HOW TO COMPLETE THIS TASK: Look over the lines below. Report each one that includes the string "Turn".

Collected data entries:
◇ ◇ ◇ ◇ ◇
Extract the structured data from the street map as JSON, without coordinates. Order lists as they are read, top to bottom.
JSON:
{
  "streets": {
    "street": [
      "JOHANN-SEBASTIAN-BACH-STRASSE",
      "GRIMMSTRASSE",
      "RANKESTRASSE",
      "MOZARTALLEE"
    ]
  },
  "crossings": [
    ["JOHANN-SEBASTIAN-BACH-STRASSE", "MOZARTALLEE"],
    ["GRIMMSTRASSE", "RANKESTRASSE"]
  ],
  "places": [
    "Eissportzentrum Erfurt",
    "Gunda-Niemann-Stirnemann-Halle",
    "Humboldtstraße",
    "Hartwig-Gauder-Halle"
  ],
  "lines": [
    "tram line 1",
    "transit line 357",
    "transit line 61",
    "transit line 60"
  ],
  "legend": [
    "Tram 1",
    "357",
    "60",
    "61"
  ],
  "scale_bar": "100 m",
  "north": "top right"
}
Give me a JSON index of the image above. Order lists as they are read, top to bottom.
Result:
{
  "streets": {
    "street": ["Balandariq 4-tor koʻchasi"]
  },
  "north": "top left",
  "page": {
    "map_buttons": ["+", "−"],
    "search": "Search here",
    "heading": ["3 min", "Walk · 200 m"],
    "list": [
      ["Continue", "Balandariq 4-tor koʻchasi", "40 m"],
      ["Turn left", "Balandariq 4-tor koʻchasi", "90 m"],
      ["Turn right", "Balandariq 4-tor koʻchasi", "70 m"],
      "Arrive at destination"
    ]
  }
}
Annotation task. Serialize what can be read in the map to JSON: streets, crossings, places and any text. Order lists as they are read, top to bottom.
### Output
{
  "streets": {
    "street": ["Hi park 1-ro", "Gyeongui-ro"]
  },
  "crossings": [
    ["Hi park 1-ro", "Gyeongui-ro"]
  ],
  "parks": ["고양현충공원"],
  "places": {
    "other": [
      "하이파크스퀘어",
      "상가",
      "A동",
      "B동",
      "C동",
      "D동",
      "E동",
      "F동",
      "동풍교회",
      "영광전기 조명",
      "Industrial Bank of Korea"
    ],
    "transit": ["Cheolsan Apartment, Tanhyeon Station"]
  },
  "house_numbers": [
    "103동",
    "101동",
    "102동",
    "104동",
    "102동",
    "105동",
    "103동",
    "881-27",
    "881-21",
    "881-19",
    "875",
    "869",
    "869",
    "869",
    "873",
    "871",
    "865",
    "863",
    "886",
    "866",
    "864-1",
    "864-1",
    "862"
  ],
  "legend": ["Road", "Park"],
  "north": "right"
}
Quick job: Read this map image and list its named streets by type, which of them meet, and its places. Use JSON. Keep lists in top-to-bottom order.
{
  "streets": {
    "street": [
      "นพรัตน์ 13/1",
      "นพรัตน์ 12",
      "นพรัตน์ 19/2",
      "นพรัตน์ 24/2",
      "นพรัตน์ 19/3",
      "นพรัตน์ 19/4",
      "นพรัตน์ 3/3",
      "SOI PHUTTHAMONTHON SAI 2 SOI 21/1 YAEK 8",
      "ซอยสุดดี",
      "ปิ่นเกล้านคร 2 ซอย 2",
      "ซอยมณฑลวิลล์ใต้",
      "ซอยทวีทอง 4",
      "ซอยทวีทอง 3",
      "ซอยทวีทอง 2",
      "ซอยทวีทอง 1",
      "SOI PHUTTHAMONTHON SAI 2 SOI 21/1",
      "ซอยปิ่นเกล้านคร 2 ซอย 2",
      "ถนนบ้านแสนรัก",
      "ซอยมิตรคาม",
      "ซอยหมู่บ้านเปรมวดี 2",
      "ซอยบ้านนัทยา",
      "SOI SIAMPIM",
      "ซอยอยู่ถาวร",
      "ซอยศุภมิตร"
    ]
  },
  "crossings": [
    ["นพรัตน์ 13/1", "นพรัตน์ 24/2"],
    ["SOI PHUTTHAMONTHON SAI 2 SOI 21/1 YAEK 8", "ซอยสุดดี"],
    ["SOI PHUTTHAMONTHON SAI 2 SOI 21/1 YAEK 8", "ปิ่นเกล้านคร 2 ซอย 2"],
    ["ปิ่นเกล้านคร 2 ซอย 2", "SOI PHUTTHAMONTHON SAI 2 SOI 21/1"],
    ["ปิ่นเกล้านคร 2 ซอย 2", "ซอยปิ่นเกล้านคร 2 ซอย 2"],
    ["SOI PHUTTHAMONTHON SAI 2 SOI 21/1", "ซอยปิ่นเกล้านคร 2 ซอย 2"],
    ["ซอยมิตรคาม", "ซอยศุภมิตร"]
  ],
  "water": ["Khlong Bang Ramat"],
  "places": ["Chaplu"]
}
◇ ◇ ◇ ◇ ◇
RESULT OF THIS TASK:
      ["Turn left", "Balandariq 4-tor koʻchasi", "90 m"],
      ["Turn right", "Balandariq 4-tor koʻchasi", "70 m"],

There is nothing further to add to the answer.